The five major qualities of a good school leader

by Brett Henebery11 Mar 2015

Rather than sifting through the myriad of existing studies into effective leadership, why not take a look at the breakdown?

Dr Kathryn Holmes, senior lecturer at University of Newcastle, says that after reviewing numerous research studies into what makes a good school principal, she found “a broad agreement” as to the best leadership qualities.

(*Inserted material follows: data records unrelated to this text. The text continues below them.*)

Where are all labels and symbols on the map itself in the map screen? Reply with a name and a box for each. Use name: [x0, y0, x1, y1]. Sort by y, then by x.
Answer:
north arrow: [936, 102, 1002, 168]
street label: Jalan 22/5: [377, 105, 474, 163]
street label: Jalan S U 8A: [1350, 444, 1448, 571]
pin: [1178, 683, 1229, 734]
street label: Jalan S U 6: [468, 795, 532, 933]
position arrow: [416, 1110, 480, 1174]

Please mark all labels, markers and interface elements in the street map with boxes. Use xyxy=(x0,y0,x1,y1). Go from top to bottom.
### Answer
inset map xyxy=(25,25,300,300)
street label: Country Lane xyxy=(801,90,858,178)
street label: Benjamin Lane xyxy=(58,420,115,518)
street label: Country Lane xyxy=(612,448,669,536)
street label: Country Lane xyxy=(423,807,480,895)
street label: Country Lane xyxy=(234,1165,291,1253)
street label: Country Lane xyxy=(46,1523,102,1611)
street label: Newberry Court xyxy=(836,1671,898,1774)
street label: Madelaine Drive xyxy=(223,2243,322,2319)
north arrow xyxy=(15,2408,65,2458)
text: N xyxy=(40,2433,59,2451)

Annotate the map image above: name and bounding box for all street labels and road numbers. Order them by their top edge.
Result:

In an article published on the Australian Association for Research in Education (AARE) website, Holmes reduced the list down to five “major qualities”.

 
Lead the creation of a shared vision

Firstly principals need to be able to lead the creation of a shared vision for their school. It should have a clear moral purpose and achievable goals. School staff need to feel as though they have had a big say in what that vision is and how it will be achieved.
 
Pay attention to those you work with

Secondly, principals should pay attention to the individual people they are working with. Building relationships is important. Not only should principals develop trust between each member and themselves but they should also help build a feeling of trust among staff members in general. Principals should get to know each staff member well enough to be able to help and encourage them with their teaching work.
 
Draw on multiple sources of information to solve problems

Thirdly, they should draw on multiple sources of information to solve problems as they arise. This is not just a matter of building a network of people to go to for help or advice but to be open to looking at a wide range of data about the school and its performance. It also means principals need to be flexible enough to change school procedures and arrangements where necessary.
 
Have a sustained focus on the core business of schooling

Fourthly principals should have a sustained focus on the core business of schooling, that is, teaching and learning.
 
See beyond the school walls

Lastly principals need to be able to see beyond the school walls. They should understand and be able to build links with their local community. They should be aware of the political landscape within which the school and community operates.